Microsoft’s CTEM capabilities are integrated
within Microsoft Defender XDR and Microsoft Security Exposure Management. This
enables Automated risk detection, Contextual prioritization, Seamless
remediation workflows, and Simulation and validation.
Security
Exposure Management enables security teams to continuously discover, inventory,
and contextualize the organization's attack surface. By analyzing attack paths
and prioritizing weaknesses from an attacker’s perspective, it shifts away from
traditional, siloed approaches.

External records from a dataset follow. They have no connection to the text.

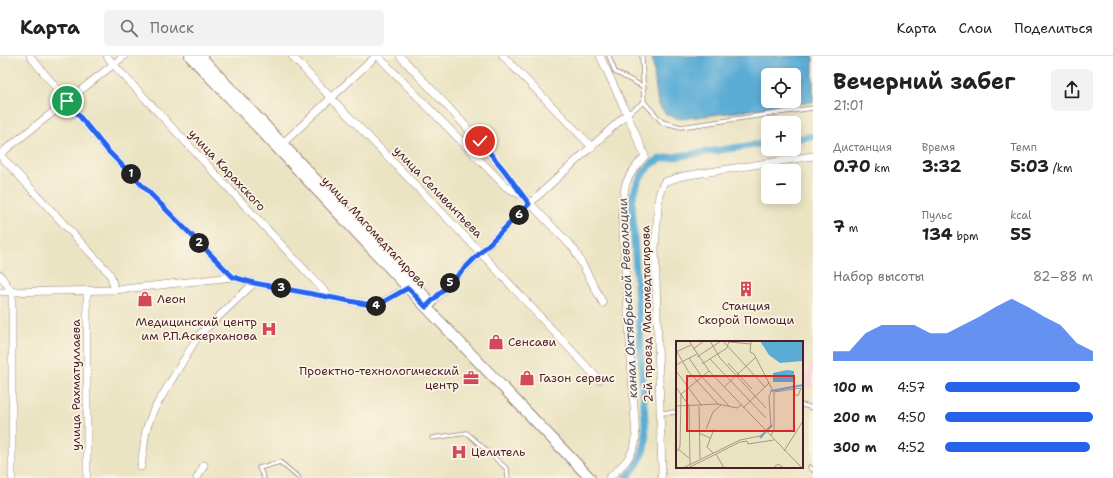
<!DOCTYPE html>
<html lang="ru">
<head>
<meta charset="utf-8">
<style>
  :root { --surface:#fff; --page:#f2f2f2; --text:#222; --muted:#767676; --line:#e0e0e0; --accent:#2563eb }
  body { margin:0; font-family:"Shantell Sans",sans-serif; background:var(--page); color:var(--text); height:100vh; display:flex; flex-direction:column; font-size:15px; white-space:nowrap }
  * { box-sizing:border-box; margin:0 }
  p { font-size:13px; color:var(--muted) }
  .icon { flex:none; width:22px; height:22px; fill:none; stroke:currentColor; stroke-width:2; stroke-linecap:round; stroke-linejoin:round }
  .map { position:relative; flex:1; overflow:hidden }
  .sheet { display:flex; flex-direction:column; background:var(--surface); width:300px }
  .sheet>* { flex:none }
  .tools { position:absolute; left:761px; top:12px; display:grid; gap:8px }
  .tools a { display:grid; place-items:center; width:40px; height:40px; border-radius:6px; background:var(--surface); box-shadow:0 2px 10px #0003; font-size:20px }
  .pin { position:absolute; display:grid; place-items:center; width:34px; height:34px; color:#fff; margin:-17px; border:2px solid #fff; border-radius:50%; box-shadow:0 1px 4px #0007 }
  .km { position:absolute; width:20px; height:20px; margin:-10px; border-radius:50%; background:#222; color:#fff; font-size:11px; line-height:20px; text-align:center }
  .round { display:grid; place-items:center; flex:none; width:42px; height:42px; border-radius:6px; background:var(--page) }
  .headline { display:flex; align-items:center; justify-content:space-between; height:68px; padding:0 20px }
  h1 { font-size:22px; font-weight:700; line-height:30px }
  .metrics { display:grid; grid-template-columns:repeat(3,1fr); gap:6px; height:68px; padding:4px 20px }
  .metrics div { display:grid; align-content:center }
  .metrics b { font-size:17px; font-weight:700 }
  .metrics small { font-size:11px; font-weight:400 }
  .metrics p { font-size:11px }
  .chart { height:112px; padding:8px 20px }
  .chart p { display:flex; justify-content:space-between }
  .chart svg { width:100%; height:72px; margin-top:4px; fill:var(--accent); opacity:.7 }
  ul { padding:0 20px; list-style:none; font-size:13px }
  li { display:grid; grid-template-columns:64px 48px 1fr; align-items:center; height:30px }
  li i { height:10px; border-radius:5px; background:var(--accent) }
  header { display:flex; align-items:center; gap:24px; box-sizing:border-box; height:56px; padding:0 20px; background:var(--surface); border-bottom:1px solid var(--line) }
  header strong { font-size:19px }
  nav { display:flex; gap:22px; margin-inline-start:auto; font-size:14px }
  .search { width:280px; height:36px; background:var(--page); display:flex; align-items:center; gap:10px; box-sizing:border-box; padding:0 14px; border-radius:6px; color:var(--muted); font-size:15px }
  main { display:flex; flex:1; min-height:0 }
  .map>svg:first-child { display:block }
</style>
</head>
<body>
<header>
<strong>Карта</strong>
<div class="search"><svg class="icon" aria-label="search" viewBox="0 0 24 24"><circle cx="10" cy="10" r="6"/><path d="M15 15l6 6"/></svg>Поиск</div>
<nav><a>Карта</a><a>Слои</a><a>Поделиться</a></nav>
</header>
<main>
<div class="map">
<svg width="813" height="422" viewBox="0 0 813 422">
  <rect width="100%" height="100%" fill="#fcf5e5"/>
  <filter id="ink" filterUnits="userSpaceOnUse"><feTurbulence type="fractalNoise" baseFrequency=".025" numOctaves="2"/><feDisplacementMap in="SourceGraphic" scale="8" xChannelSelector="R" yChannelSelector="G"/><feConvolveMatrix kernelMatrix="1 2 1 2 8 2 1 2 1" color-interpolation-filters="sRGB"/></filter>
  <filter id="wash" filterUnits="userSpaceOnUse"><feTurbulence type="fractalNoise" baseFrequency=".012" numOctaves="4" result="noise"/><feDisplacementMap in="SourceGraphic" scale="16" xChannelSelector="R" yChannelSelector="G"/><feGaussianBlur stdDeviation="0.9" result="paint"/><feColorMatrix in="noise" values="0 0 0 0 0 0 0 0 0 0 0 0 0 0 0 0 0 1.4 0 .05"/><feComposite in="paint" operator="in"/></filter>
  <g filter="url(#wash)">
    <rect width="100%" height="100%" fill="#ebe4c3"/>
    <!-- built -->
    <path fill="#f7cfd5" d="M813 305V333L802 326V323Z"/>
    <!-- water -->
    <path fill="#5badd6" stroke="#526680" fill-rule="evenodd" d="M652 0H813V46L681 63 667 59 658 49ZM768 19H794V45H768Z"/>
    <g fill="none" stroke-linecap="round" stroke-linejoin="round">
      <!-- canal -->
      <g stroke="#5badd6" stroke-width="7">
        <path d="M794 83 813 80"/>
        <path d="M626 422C638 409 643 401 646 383L632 146C635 127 643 112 660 103L768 87"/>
      </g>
    </g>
  </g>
  <g filter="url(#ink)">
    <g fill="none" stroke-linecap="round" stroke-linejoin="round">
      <defs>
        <g id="service">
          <path d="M609 0 615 16 644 31"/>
          <path d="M644 46 662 66 681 71 813 52"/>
          <path d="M627 58 644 46 642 0"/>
          <path d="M802 349 813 352"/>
          <path d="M661 357 677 356"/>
          <path d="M432 382 467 377 507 413 508 422"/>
          <path d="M810 411 813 414"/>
          <path d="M264 422 259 412 280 406 299 422"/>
        </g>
        <g id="minor">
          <path d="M30 0 108 95 233 221"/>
          <path d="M107 0 114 9 331 242"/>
          <path d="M292 0 332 43 480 196 599 324"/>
          <path d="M378 0 506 131 523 140 574 193 603 247"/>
          <path d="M400 0C442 45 486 88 521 139"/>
          <path d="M503 0 592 91"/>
          <path d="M600 0 627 58 645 100C623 124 624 129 622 160L636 383C633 401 622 410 609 422"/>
          <path d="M280 90 376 0"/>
          <path d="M0 98 124 0"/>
          <path d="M0 99 110 218 115 234"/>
          <path d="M0 219 12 236V422"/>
          <path d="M0 236 115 234 233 221 254 227 376 250 410 230"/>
          <path d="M428 250 529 148 627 58"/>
          <path d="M141 411 146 374 153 355 198 280 254 227"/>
          <path d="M87 422V235"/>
          <path d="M197 422 204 409"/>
          <path d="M661 422 662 416 655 192 659 138 664 126 683 120 813 100"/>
        </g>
        <g id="primary">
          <path d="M190 0 287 102 426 251 590 422"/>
          <path d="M200 0 431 247"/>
        </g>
      </defs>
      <!-- service casing -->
      <use href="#service" stroke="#9a8277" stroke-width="5"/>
      <!-- minor casing -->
      <use href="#minor" stroke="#9a8277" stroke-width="8"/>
      <!-- primary casing -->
      <use href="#primary" stroke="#9a8277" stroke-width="12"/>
      <!-- service -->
      <use href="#service" stroke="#fff" stroke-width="3.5"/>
      <!-- minor -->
      <use href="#minor" stroke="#fff" stroke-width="7"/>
      <!-- primary -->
      <use href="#primary" stroke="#fff" stroke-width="10"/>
    </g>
  </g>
  <g fill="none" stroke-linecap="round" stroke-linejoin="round" filter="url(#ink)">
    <defs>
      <path id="route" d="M67 45 108 95 233 221 254 227 376 250 408 232 426 251 529 148 504 114 480 85"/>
    </defs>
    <!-- route casing -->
    <use href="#route" stroke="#fff" stroke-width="8"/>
    <!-- route -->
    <use href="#route" stroke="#2563eb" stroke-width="5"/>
  </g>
  <!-- icons -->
  <defs>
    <symbol id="building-bare" viewBox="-9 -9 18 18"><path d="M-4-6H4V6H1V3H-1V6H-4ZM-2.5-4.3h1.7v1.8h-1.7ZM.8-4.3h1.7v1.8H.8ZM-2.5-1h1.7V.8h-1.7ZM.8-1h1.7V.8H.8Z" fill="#d1495b" stroke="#fcf5e5" stroke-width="2.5" paint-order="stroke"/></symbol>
    <symbol id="shop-bare" viewBox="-9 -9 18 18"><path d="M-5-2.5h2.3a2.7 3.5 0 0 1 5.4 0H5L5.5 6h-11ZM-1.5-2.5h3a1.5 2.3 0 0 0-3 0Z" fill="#d1495b" stroke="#fcf5e5" stroke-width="2.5" paint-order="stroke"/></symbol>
    <symbol id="hospital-bare" viewBox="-9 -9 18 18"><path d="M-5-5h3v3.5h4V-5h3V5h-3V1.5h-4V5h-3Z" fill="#d1495b" stroke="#fcf5e5" stroke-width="2.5" paint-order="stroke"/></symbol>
    <symbol id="office-bare" viewBox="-9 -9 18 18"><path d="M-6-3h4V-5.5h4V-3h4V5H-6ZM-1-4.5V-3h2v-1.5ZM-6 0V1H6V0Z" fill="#d1495b" stroke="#fcf5e5" stroke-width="2.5" paint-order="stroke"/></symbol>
  </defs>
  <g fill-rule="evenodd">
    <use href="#building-bare" x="735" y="222" width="22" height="22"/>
    <use href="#shop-bare" x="134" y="232" width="22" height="22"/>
    <use href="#hospital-bare" x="258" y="262" width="22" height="22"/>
    <use href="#shop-bare" x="485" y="275" width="22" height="22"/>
    <use href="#office-bare" x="460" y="311" width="22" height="22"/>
    <use href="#shop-bare" x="516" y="311" width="22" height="22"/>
    <use href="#hospital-bare" x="448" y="385" width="22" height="22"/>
  </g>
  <g text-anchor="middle" stroke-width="3.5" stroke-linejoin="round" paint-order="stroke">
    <!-- street labels -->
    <g font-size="12" fill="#4a1f2b" stroke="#fcf5e5">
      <text transform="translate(227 114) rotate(47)" y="4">улица Карахского</text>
      <text transform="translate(438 136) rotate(46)" y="4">улица Селивантьева</text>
      <text transform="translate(374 176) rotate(47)" y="4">улица Магомедтагирова</text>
      <text transform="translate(647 258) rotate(-91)" y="4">2-й проезд Магомедтагирова</text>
      <text transform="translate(76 329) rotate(-90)" y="4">улица Рахматуллаева</text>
    </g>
    <!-- poi labels -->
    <g font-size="12" fill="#4a1f2b" stroke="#fcf5e5" text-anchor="start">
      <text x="157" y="247">Леон</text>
      <text x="746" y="254" text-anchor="middle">Станция<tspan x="746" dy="14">Скорой Помощи</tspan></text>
      <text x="257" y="270" text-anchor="end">Медицинский центр<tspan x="257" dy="14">им Р.П.Аскерханова</tspan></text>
      <text x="508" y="290">Сенсави</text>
      <text x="459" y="319" text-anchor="end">Проектно-технологический<tspan x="459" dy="14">центр</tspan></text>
      <text x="539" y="326">Газон сервис</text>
      <text x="471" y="400">Целитель</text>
    </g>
    <!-- water labels -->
    <g font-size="13" font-style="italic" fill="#505167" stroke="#fcf5e5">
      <text transform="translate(627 242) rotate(-93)" y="5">канал Октябрьской Революции</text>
    </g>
  </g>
  <!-- overview -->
  <g transform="translate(676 285)">
    <rect width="127" height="127" fill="#ebe4c3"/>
    <path d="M84 0H127V20L104 22 93 14ZM111 29 118 30V41H97V32Z" fill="#5badd6"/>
    <path fill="none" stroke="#5badd6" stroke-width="2" d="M95 50 127 44M84 97 96 84"/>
    <path fill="none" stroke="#ab9586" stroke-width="1" d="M13 0 33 30 126 127M34 0 44 17 90 67M47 0 89 46M75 0 74 11 78 13 96 48 93 56 95 85 91 90M53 1 75 3M17 8 28 0M0 9 12 30 42 63M0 11 15 4M21 16 45 0M13 17 26 36 54 66M34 18 90 77M52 22 76 48M26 23 51 7 53 0M0 24 21 13M0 30 26 65M0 46 13 65 14 124M48 46 80 16M0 65 42 63 61 67 65 64M23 65 24 118M67 67 93 42M30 88 37 71 45 64M23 92 34 97M95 95 98 89V51L125 47 122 55 118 53M2 108 13 117M108 110 127 80M0 111 4 106 5 53 33 30M37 112 31 106 38 88M40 113 48 127M7 127 64 99 84 95 90 90M12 127 64 101 71 100 72 103 98 99M97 127 102 123 108 127"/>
    <path fill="#d62828" fill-opacity="0.15" stroke="#d62828" stroke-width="2" d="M11 35H118V90H11Z"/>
    <rect width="127" height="127" fill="none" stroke="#4a1f2b" stroke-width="2"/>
  </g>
</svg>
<div class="tools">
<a><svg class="icon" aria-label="locate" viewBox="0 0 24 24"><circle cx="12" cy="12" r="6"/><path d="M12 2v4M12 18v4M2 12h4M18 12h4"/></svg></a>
<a>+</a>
<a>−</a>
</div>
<div class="pin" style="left:67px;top:45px;background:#1e9e55"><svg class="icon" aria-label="arrive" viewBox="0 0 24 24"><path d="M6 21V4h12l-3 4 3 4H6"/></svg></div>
<div class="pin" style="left:480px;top:85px;background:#d93025"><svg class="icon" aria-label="check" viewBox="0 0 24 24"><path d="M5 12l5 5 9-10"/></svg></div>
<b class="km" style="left:131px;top:118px">1</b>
<b class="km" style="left:199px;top:187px">2</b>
<b class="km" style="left:281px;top:232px">3</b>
<b class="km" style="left:376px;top:250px">4</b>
<b class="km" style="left:450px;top:227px">5</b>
<b class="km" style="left:519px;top:159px">6</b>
</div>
<section class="sheet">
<div class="headline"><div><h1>Вечерний забег</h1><p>21:01</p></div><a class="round"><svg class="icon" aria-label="share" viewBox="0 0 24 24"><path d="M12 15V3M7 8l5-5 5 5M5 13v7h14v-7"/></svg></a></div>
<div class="metrics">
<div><p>Дистанция</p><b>0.70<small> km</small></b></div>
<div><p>Время</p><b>3:32</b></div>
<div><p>Темп</p><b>5:03<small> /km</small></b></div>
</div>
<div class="metrics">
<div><b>7<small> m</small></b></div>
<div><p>Пульс</p><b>134<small> bpm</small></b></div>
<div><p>kcal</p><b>55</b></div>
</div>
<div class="chart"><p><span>Набор высоты</span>82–88 m</p>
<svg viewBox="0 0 160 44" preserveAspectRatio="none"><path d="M0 44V38L10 38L20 27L30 22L40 22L50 22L60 27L70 27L80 22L90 17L100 11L110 6L120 11L130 17L140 22L150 33L160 38V44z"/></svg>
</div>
<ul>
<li><b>100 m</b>4:57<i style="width:91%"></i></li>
<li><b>200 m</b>4:50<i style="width:100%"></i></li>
<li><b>300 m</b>4:52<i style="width:98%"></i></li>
</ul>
</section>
</main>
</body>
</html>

This provides unified exposure insights,
helping organizations better understand their security posture and
strategically reduce risk.
Eliminating
Blind Spots with Microsoft’s EASM
With organizations expanding, their external
attack surface, the internet-facing assets, such as web servers, web
applications, and cloud assets, grow proportionally and are potential entry
points for attackers. By leveraging Microsoft’s External Attack Surface Management (EASM), organizations can
continuously monitor their external digital footprint and receive
alerts about potential exposures or
vulnerabilities.
The benefits of Microsoft’s EASM Solution
include comprehensive discovery of publicly exposed assets and scanning for new
exposures in real time to eliminate blind spots. Other advantages include
mapping and analyzing attack paths and prioritizing remediation based on
exploitability, threat intelligence, and business impact. The Solution
leverages AI-driven risk scoring to determine the highest risk posing
vulnerabilities.
It can be seamlessly integrated with Microsoft
Defender and Sentinel for end-to-end security monitoring and automated response
workflows, respectively, while establishing a robust security posture that
keeps threat actors at bay. Defenders must adopt an
attacker’s mindset, while defenders think in lists, attackers think in
graphs. By doing so, teams can better
identify and prioritize vulnerabilities to effectively minimize the attack
surface.
The
Road Ahead for Proactive Security with Microsoft’s CTEM and EASM
In today’s evolving security landscape,
Microsoft’s integrated CTEM and EASM approach empowers organizations to shift
from point-in-time security assessments to continuous security validation,
ensuring ongoing protection. Security teams can prioritize risks more
effectively using AI-driven insights and detailed attack path mapping, allowing
them to focus on what matters most. Furthermore, automated remediation
capabilities help organizations stay ahead of evolving threats, reducing
response times and strengthening overall cyber resilience. With Microsoft’s CTEM and EASM, security
teams can shift left on security, identify risks before they become incidents,
and build a resilient cybersecurity posture that outpaces adversaries.